おしょろ丸の模型の前で賞状とメダルを手にする阿部助教(撮影者:鈴木雄貴氏)
2021年9月13日~17日の期間にオンラインで開催された2021年度日本海洋学会秋季大会(創立80周年記念大会)において、海洋計測学講座の阿部泰人助教が、日高論文賞を受賞しました。
受賞対象となった論文は、Journal of Oceanographyに掲載された以下の論文です。
Abe,H., N. Ebuchi, H. Ueno, H. Ishiyama, and Y. Matsumura, 2019: Aquarius reveals eddy stirring after a heavy precipitation event in the subtropical North Pacific. J. Oceanogr., 75, 37–50.
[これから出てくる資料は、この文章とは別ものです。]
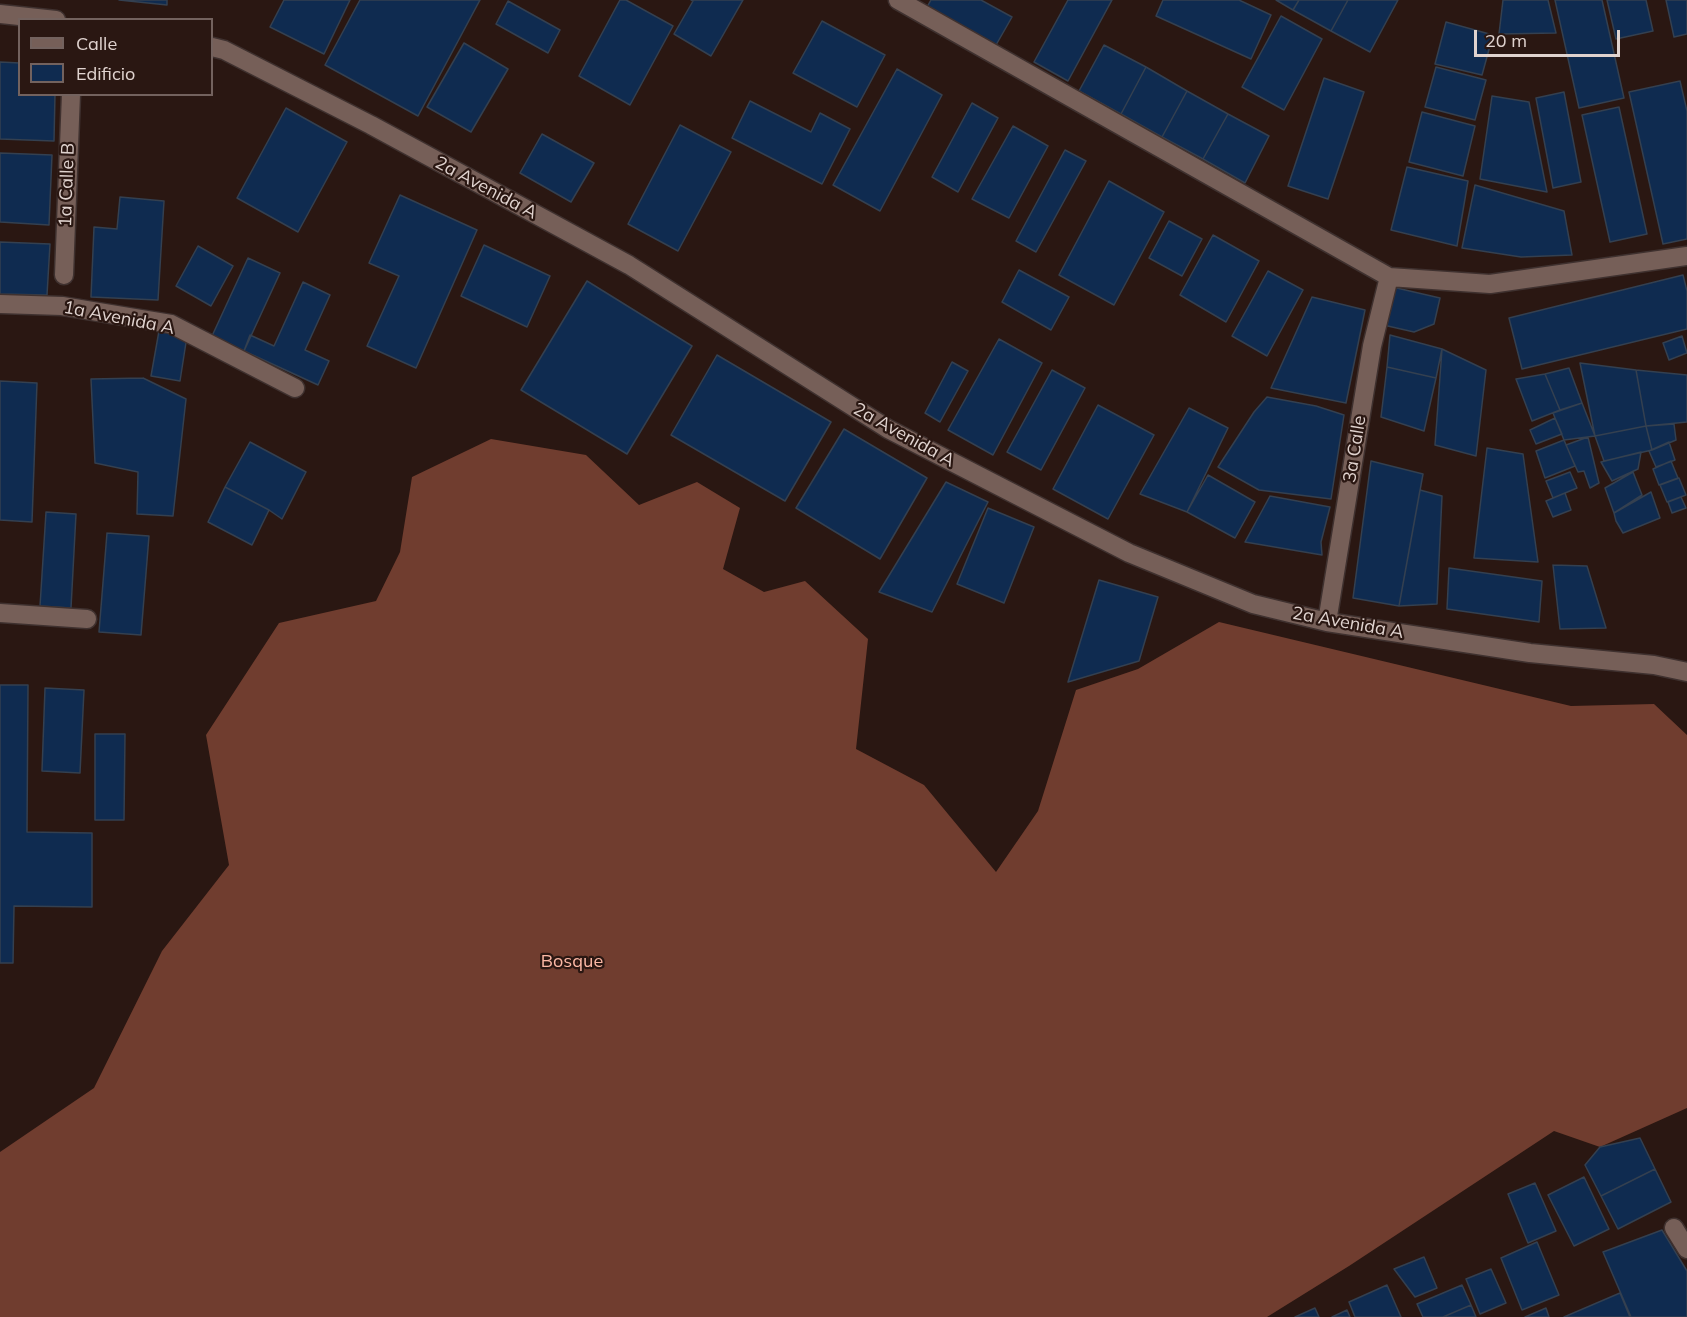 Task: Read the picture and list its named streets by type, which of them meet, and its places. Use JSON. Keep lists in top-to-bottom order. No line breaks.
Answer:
{"streets":{"street":["1a Calle B","2a Avenida A","1a Avenida A","3a Calle"]},"crossings":[["2a Avenida A","3a Calle"]],"parks":["Bosque"],"legend":["Calle","Edificio"],"scale_bar":"20 m"} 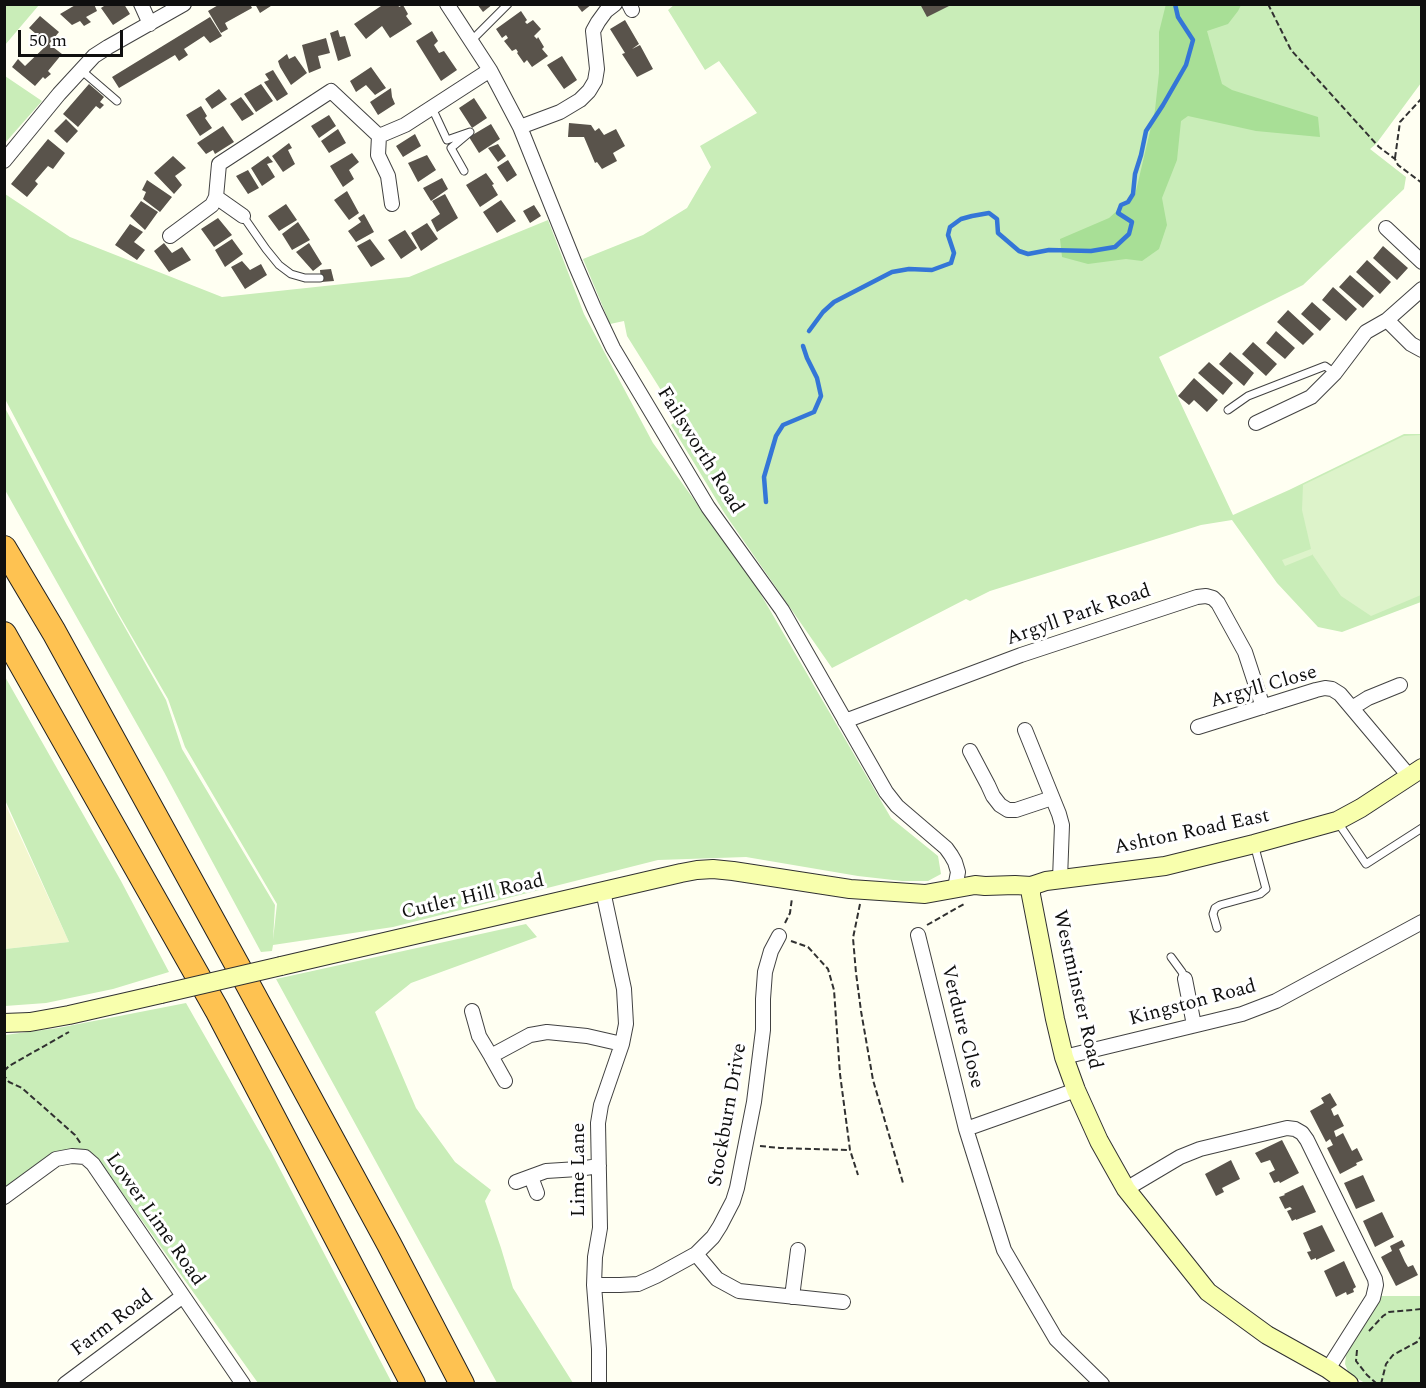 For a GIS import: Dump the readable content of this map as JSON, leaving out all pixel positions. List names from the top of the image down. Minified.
{"streets":{"street":["Failsworth Road","Argyll Park Road","Argyll Close","Ashton Road East","Cutler Hill Road","Westminster Road","Kingston Road","Verdure Close","Stockburn Drive","Lime Lane","Lower Lime Road","Farm Road"]},"crossings":[["Failsworth Road","Argyll Park Road"],["Failsworth Road","Ashton Road East"],["Failsworth Road","Cutler Hill Road"],["Argyll Park Road","Argyll Close"],["Argyll Close","Ashton Road East"],["Ashton Road East","Cutler Hill Road"],["Ashton Road East","Westminster Road"],["Cutler Hill Road","Lime Lane"],["Westminster Road","Kingston Road"],["Stockburn Drive","Lime Lane"],["Lower Lime Road","Farm Road"]],"scale_bar":"50 m"} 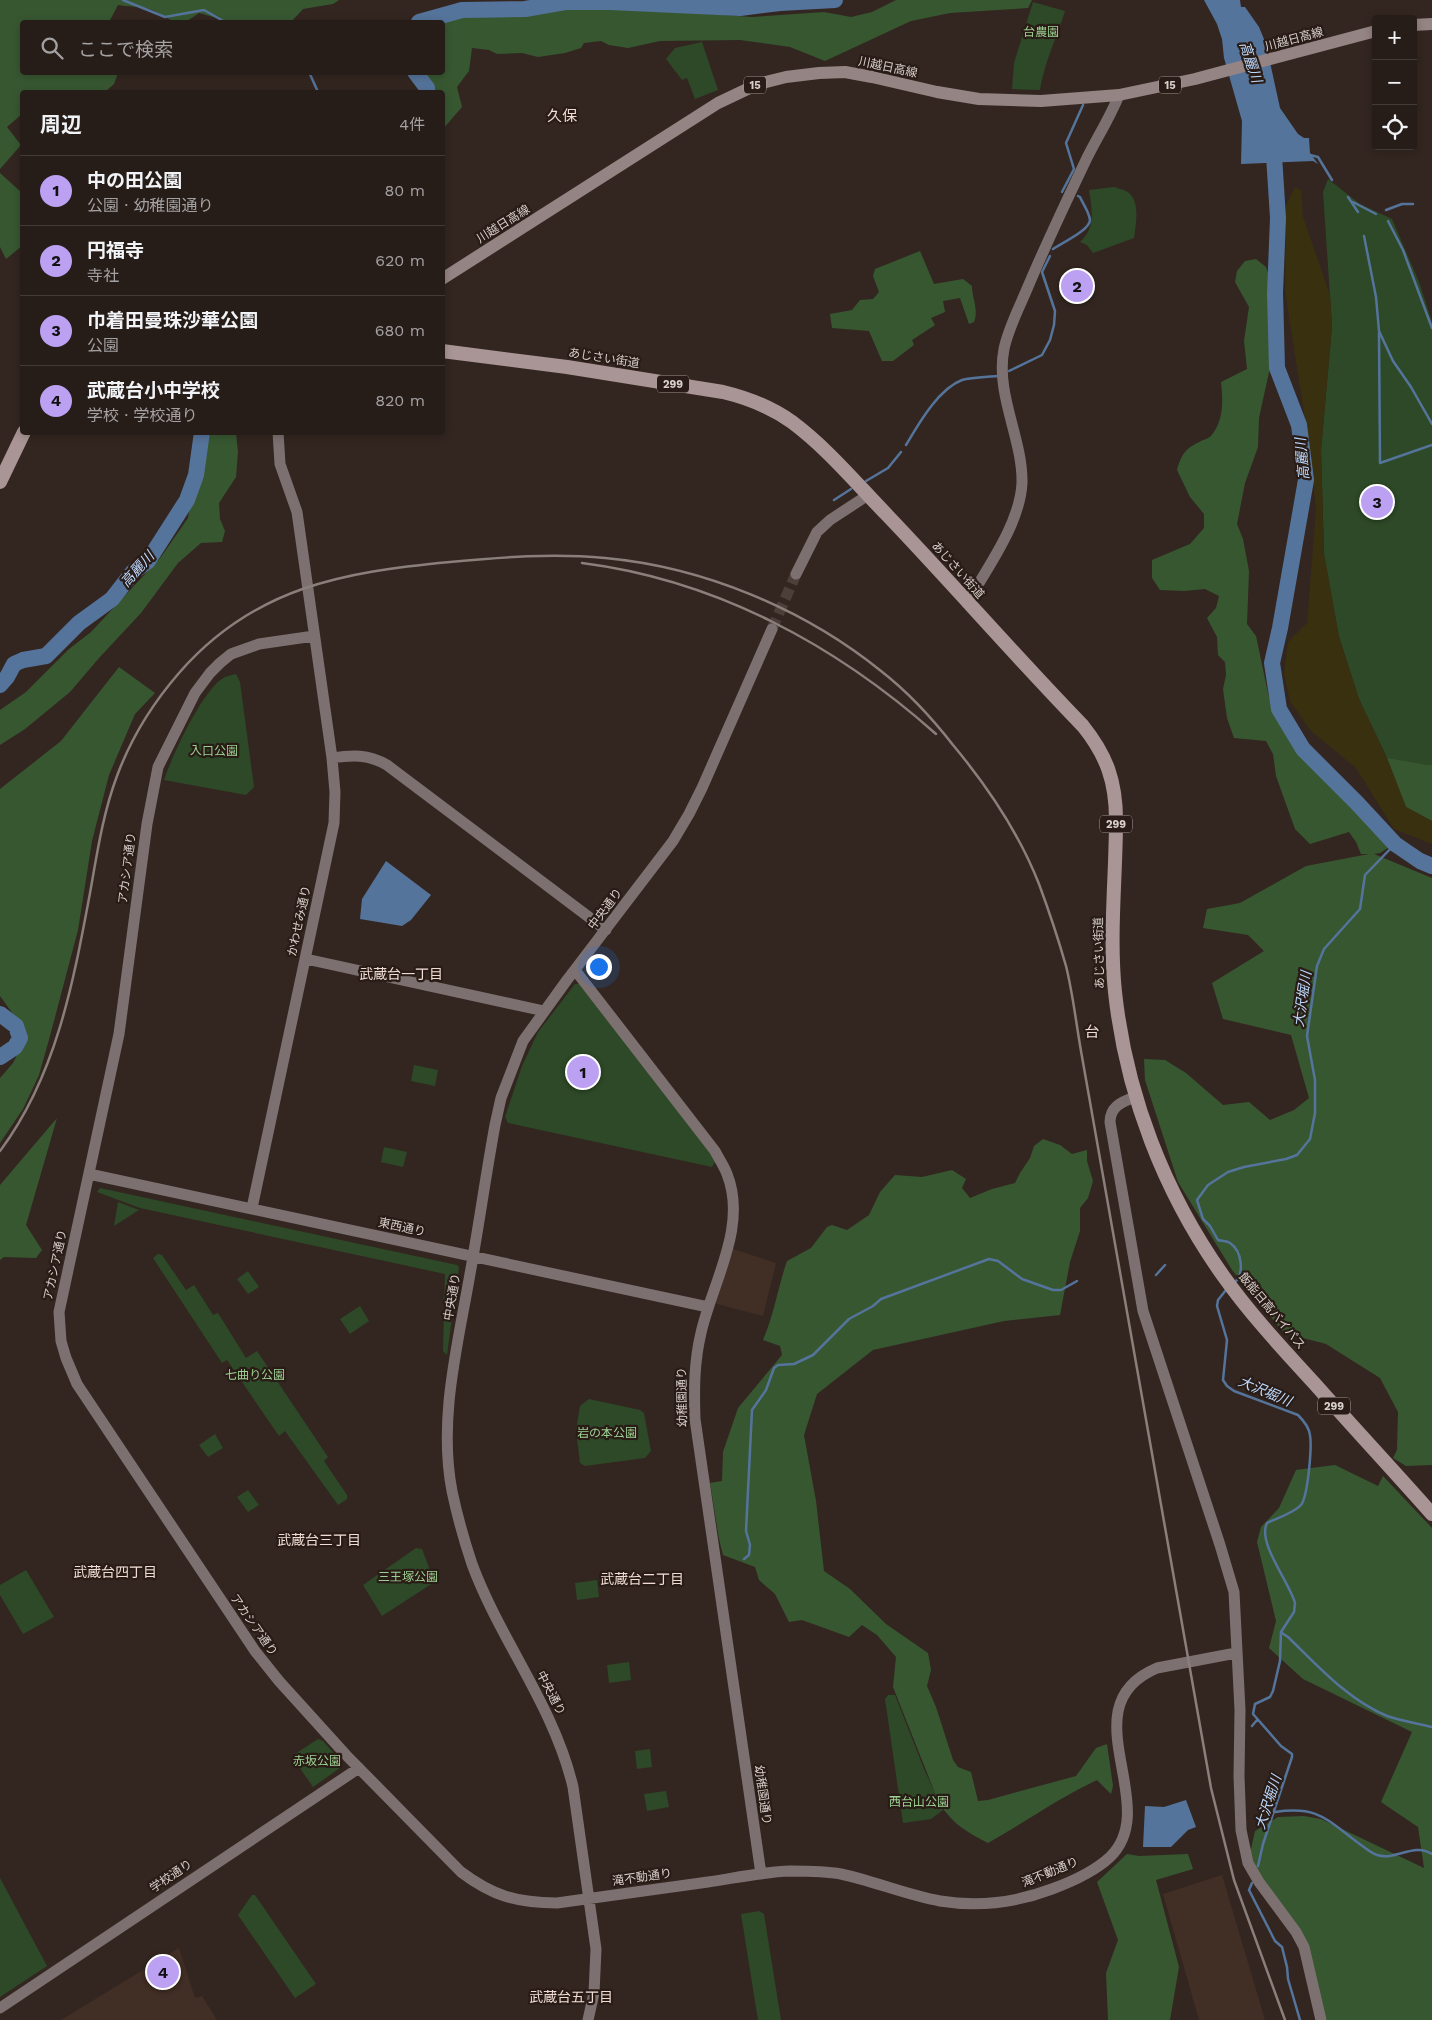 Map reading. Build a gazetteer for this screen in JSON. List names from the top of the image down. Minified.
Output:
{"streets":{"highway":["あじさい街道","299","飯能日高バイパス"],"main road":["川越日高線","15"],"street":["アカシア通り","中央通り","かわせみ通り","東西通り","幼稚園通り","滝不動通り","学校通り"]},"crossings":[["あじさい街道","飯能日高バイパス"],["アカシア通り","中央通り"],["アカシア通り","かわせみ通り"],["アカシア通り","東西通り"],["アカシア通り","滝不動通り"],["アカシア通り","学校通り"],["中央通り","東西通り"],["中央通り","幼稚園通り"],["中央通り","滝不動通り"],["かわせみ通り","東西通り"],["東西通り","幼稚園通り"],["幼稚園通り","滝不動通り"]],"districts":["久保","武蔵台一丁目","台","武蔵台三丁目","武蔵台四丁目","武蔵台二丁目","武蔵台五丁目"],"water":["高麗川","大沢堀川"],"parks":["台農園","入口公園","七曲り公園","岩の本公園","三王塚公園","赤坂公園","西台山公園"],"page":{"map_buttons":["+","−"],"search":"ここで検索","heading":["周辺","4件"],"list":[{"mark":"1","name":"中の田公園","note":"公園 · 幼稚園通り","value":"80 m"},{"mark":"2","name":"円福寺","note":"寺社","value":"620 m"},{"mark":"3","name":"巾着田曼珠沙華公園","note":"公園","value":"680 m"},{"mark":"4","name":"武蔵台小中学校","note":"学校 · 学校通り","value":"820 m"}],"pins":["2","3","1","4"]}} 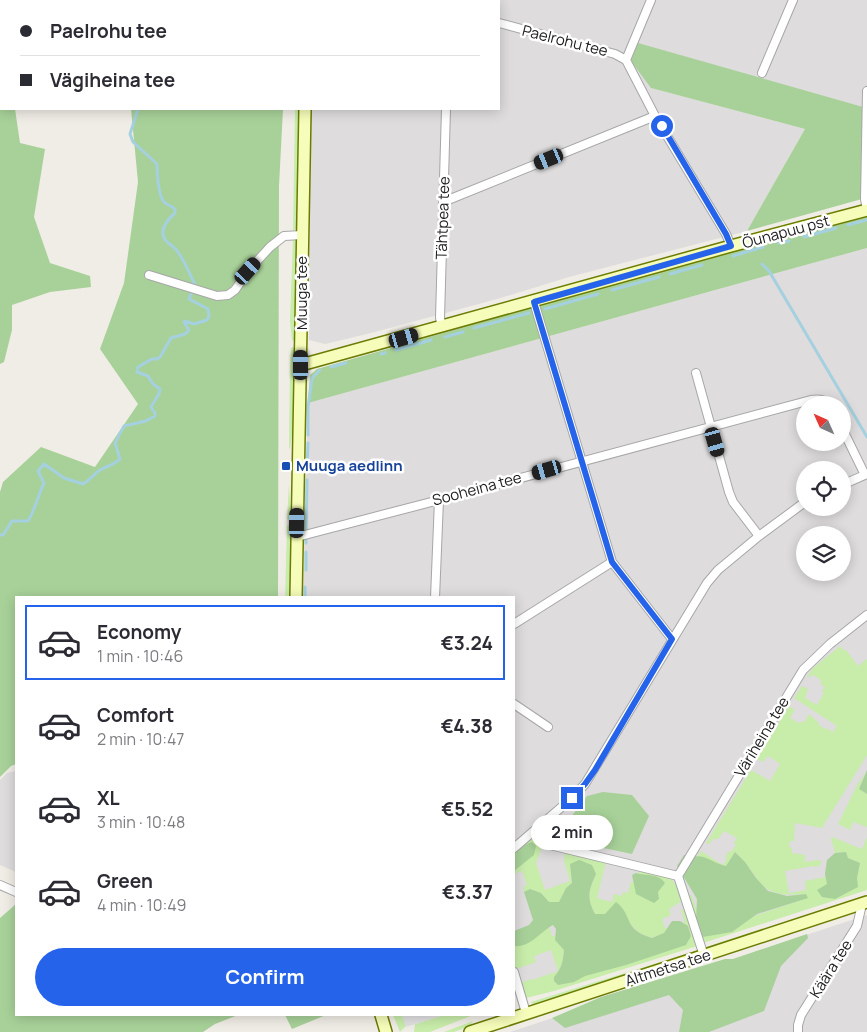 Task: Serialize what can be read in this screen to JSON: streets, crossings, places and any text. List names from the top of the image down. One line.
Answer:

阿部助教は、近年利用可能となった新たな衛星観測変数である海面塩分などを用いて、海上に雨が降った時の海洋表層での塩分応答について調査を行いました。先行研究で、淡水として供給された降水が海水を低塩化することが報告されておりますが、本論文は、数日経過すると、海洋に存在する100kmスケールの渦がその回転流によって塩分の回転模様を作り出し、流れを可視化することを突き止めました。その後、渦の中に低塩分水が取り込まれ、伝播特性を持つ渦とともに西方へと輸送されることを発見しました。本研究で明らかになった知見は、今後、降水に対する海洋生物の応答を理解する上での基礎となり、さらに海洋数値モデルの改善につながるものと期待されます。